# Middelfahrt Strip



## Hornhecht-Peter (19. Februar 2012)

Moin moin zusammen,

ich bin überwiegend Meeresangler in der Ostsee, aber auch in Norge unterwegs. Im September wollen wir auf die Insel Fünen (
DK) und dort bei Middelfahrt den Fischen nachstellen.

kann mir jemand  jemand  ein paar Tipps geben zu Fünen?


----------



## Honeyball (19. Februar 2012)

*AW: Middelfahrt Strip*

Hallo und willkommen im Board!

Ich hab Deine Anfrage mal in den Dänemarkbereich verschoben, wo Dir sicher mehr geholfen werden kann.

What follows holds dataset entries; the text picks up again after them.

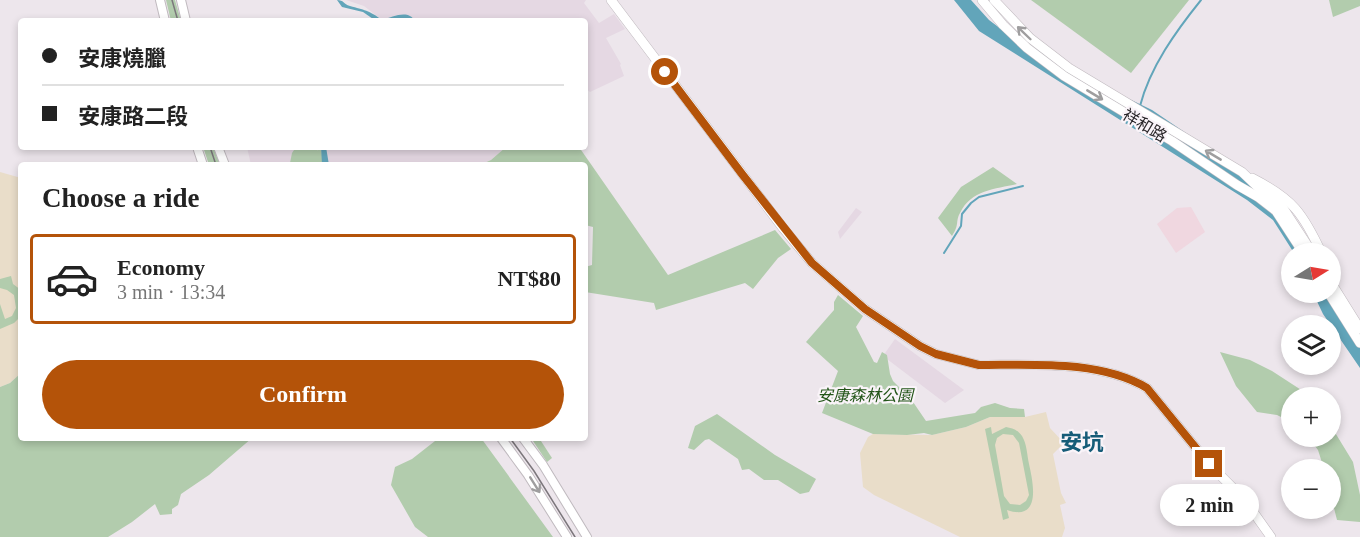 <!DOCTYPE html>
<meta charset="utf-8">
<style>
:root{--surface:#fff;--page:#f2f2f2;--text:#222;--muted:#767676;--line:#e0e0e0;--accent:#b45309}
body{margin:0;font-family:"Times New Roman","Noto Sans TC",serif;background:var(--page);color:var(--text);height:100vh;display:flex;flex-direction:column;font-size:22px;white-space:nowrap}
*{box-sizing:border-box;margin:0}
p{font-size:20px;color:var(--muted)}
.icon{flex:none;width:33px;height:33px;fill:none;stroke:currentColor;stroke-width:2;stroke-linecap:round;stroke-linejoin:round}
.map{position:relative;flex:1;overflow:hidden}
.panel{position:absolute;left:18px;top:162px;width:570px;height:279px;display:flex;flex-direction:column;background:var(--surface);border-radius:6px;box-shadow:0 3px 9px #0003}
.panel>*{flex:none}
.top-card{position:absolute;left:18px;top:18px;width:570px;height:132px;border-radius:6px;box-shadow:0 3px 9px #0003;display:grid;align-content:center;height:132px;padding:0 24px;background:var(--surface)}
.needle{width:39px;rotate:79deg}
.tools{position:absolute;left:1281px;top:243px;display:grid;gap:12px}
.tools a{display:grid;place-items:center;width:60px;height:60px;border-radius:50%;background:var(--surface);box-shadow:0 3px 9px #0003;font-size:30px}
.end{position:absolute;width:27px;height:27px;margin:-14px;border:8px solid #b45309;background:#fff;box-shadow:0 0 0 3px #fff}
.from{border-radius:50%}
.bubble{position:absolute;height:42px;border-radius:21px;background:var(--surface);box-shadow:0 3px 9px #0003;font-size:20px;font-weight:700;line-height:42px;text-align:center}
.top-card b{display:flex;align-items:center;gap:21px;height:57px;font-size:22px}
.top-card b+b{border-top:2px solid var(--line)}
.top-card i{width:15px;height:15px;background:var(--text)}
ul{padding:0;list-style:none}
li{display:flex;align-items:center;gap:18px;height:90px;margin:0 12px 9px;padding:0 12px;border:3px solid transparent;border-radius:6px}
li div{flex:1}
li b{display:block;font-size:22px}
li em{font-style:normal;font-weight:700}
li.on{border-color:var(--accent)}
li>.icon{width:54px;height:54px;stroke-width:1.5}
h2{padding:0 24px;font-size:27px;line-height:72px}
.primary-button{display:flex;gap:12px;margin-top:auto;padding:12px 24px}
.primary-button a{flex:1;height:69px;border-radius:36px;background:var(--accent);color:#fff;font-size:24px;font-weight:700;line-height:69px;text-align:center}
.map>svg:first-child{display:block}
.built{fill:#e5d8e3}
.education{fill:#e9ddc9}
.medical{fill:#f0d7e0}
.green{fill:#b2ccad;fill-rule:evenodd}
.water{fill:#62a5ba}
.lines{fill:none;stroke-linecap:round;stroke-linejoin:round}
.stream{stroke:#62a5ba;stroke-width:2}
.tertiary-casing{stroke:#c0babf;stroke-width:10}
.secondary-casing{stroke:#c0babf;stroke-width:10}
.tertiary{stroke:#fff;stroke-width:8}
.secondary{stroke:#fff;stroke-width:9}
.tram{stroke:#7c777c;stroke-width:1.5}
.oneway{stroke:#9f9e9f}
.route{stroke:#b45309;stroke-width:8}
.labels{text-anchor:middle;stroke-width:4.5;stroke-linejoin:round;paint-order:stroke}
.street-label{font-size:16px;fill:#2a272a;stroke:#faf4f9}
.park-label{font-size:16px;font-style:italic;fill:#235519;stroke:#faf4f9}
.district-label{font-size:22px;font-weight:bold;fill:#165c78;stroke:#faf4f9}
</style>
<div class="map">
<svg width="1360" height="537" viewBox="0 0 1360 537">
<rect width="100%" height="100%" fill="#ede6ec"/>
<!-- built -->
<g class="built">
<polygon points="346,0 586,0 584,3 599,23 614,14 625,29 606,38 621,64 620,65 624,76 590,92 585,88 585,21 389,21 382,20 364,6"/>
<polygon points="247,147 506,147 491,160 480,165 251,165"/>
<polygon points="856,208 862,212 840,239 838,232"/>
<polygon points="895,339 964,390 945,403 883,356"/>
</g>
<!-- education -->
<g class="education">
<polygon points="0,172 21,178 21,373 10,383 0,387"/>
<polygon points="1046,412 1050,428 1064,443 1053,454 1061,493 1066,503 1060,505 1065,528 1062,537 960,537 874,495 863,487 860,453 868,437 873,434 932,435 966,427 990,417 1025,417"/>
</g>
<!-- medical -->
<polygon class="medical" points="1191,207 1205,232 1176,253 1157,224 1177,208"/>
<!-- green -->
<g class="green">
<polygon points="166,0 175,0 181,21 171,21"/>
<polygon points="1031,0 1189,0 1131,73"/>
<polygon points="1329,0 1360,0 1360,6 1333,17"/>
<polygon points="203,147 213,147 220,165 209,165"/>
<polygon points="296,147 317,147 318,151 318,147 321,147 323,164 290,163 292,153"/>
<polygon points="506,147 579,147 668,275 775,230 791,249 778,258 753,289 745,283 656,310 654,303 585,292 585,267 592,265 593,227 585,225 585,165 480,165 491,160"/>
<path d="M 993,167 L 1017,184 C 995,189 971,190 960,213 C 955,222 960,224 952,236 L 938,218 L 961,187 Z"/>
<polygon points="11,276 13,284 21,290 21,316 14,323 0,329 0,304 5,319 12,316 16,308 14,295 7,290 0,288 0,279"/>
<polygon points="838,295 863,316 856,327 874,362 877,363 882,352 887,355 890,374 893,381 911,399 926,421 975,413 981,407 995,403 1010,408 1024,409 1025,417 990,417 966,427 932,435 924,433 907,435 873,434 822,413 838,371 806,342 834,310 834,302"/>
<polygon points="1220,352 1250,360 1272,371 1312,397 1292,398 1291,422 1277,415 1257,412 1236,386"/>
<polygon points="21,373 21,438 252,438 209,475 181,494 178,505 172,509 172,514 160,515 155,504 132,522 108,537 0,537 0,387 10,383"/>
<polygon points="717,414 775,455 816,479 809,492 800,494 778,480 764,480 749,469 742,470 738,459 709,439 705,440 694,450 688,448 695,426"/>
<polygon points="1331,426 1353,462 1360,495 1360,522 1337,520 1331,496 1330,470 1324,469 1318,450 1308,437 1330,436"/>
<path d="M 991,427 L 992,434 L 1006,427 C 1012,428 1018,430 1022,436 C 1027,444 1027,455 1029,464 C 1033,482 1042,522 1007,510 L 1009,518 L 1003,520 L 985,429 ZM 1003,434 L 1013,435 L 1019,443 L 1029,495 L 1026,501 L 1020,505 L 1010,504 L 1004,496 L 995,445 L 997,438 Z"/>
<polygon points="436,438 481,438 553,537 428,537 415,527 391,485 395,467 412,459 435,441"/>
<polygon points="531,438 539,438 552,458 547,462"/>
</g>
<!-- water -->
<g class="water">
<path d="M 337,0 C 344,0 343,4 350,6 C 364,10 369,10 382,20 C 393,17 408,9 415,21 L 405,19 L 376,21 L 363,12 L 342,7 Z"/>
<polygon points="954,0 971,0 989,20 1001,29 1088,79 1152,110 1280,197 1317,253 1294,253 1273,220 1247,200 979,31"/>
<polygon points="321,147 326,147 329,165 272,165 322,164"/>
<polygon points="1331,276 1360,327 1360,368 1323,314 1313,293 1330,292"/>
</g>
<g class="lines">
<!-- stream -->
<g class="stream">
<path d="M 1140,106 C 1150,67 1176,31 1201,0"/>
<polyline points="944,253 961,226 962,214 971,203 979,197 1023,186"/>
</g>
<!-- tertiary casing -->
<g class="tertiary-casing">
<g id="tertiary">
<polyline points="160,0 165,21"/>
<polyline points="181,0 186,21"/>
<polyline points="197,147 203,165"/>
<polyline points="218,147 225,165"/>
<polyline points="501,438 528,475 567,537"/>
<polyline points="523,438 543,465 587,537"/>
</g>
</g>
<!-- secondary casing -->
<g class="secondary-casing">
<g id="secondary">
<path d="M 611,0 L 783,228 L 812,263 L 865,309 L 920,346 L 936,354 L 979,365 C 1033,365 1099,360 1147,388 L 1209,464 L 1244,499 L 1271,537"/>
<polyline points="982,0 1003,25 1027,48 1064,76 1172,141 1237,185 1258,197 1276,211 1304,254"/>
<polyline points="994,0 1030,38 1069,68 1242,172 1263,192 1281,205 1313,254"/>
<path d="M 1252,178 C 1293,199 1303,213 1322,254"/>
<polyline points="1330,281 1360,329"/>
<polyline points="1328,292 1360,343"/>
</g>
</g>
<!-- tertiary -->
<use href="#tertiary" class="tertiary"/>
<!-- secondary -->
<use href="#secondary" class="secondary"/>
<!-- tram -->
<g class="tram">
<polyline points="172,0 178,21"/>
<polyline points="210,147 216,165"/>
<polyline points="510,438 534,471 575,537"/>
</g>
</g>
<!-- one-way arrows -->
<defs><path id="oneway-shaft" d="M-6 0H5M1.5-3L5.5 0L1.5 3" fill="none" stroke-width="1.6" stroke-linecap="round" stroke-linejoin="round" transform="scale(1.5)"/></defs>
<g class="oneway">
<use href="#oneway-shaft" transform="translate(1024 33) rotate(-136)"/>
<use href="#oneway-shaft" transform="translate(1095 95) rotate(31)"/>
<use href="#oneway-shaft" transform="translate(1213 155) rotate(-149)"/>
<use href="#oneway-shaft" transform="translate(535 485) rotate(58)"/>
</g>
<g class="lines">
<!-- route -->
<path class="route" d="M 665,72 L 742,174 L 812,263 L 865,309 L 920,346 L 936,354 L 979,365 C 1033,365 1100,360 1147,388 L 1209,464"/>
</g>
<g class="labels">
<!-- street labels -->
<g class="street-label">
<text transform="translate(1145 125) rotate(31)" y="6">祥和路</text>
</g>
<!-- park labels -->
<g class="park-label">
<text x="865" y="401">安康森林公園</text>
</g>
<!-- district labels -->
<g class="district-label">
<text x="1082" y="450">安坑</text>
</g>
</g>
</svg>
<div class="tools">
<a><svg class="needle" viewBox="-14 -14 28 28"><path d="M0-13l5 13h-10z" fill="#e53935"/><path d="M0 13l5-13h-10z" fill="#767676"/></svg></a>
<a><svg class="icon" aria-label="layers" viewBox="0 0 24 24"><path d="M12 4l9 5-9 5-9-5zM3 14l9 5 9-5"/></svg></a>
<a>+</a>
<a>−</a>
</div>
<i class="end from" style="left:665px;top:72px"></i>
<i class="end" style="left:1209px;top:464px"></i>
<div class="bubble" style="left:1160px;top:484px;width:99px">2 min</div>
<div class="top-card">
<b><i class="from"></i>安康燒臘</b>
<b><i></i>安康路二段</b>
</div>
<section class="panel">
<h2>Choose a ride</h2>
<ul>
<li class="on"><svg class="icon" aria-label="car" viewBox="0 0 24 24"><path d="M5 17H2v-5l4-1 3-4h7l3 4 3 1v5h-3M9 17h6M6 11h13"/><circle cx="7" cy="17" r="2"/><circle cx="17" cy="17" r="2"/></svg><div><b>Economy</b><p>3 min · 13:34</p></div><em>NT$80</em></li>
</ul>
<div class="primary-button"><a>Confirm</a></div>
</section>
</div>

Wie möchtest Du denn angeln? Boot oder Ufer?
Zielfisch?


----------



## Hornhecht-Peter (19. Februar 2012)

*AW: Middelfahrt Strip*

Danke für die Hilfe.

Wir wollen vom Ufer aus auf Plattfische und Meerforellen gehen. Falls wir ein Boot bekommen können wollen wir auch in den kleinen Belt.

Dort soll es neben Dorschen, Heringen auch vereinzelt Makrelen geben. Jedenfalls Anfang September.

Middelfart soll auch am Hafen gut sein, habe ich gehört.


----------



## Honeyball (19. Februar 2012)

*AW: Middelfahrt Strip*

Oh, ja.
In Middelfahrt von der Hafenkante aus kann man schon den einen oder anderen Dorsch erwischen.
Wenn Du auf Platte aus bist, würde ich es vom Ufer aus bei Strib links und rechts vom Leuchtturm versuchen.
Makrelen, wenn sie noch da sind, findest Du häufig im Hafen von Fredericia. Ist aber oft etwas überlaufen.
Um ein Boot zu mieten, frag mal in Gals Klint am Campingplatz nach. Die haben meistens auch frische Seeringelwürmer.
Rund um die Brückenpfeiler geht eigentlich immer was vom Boot aus.


----------



## Hornhecht-Peter (19. Februar 2012)

*AW: Middelfahrt Strip*

Seeringelwürmer ? Wo kann man denn leckere frische Wattwürmer bekommen. In Middelfart gibts doch bestimmt nen Angelladen? 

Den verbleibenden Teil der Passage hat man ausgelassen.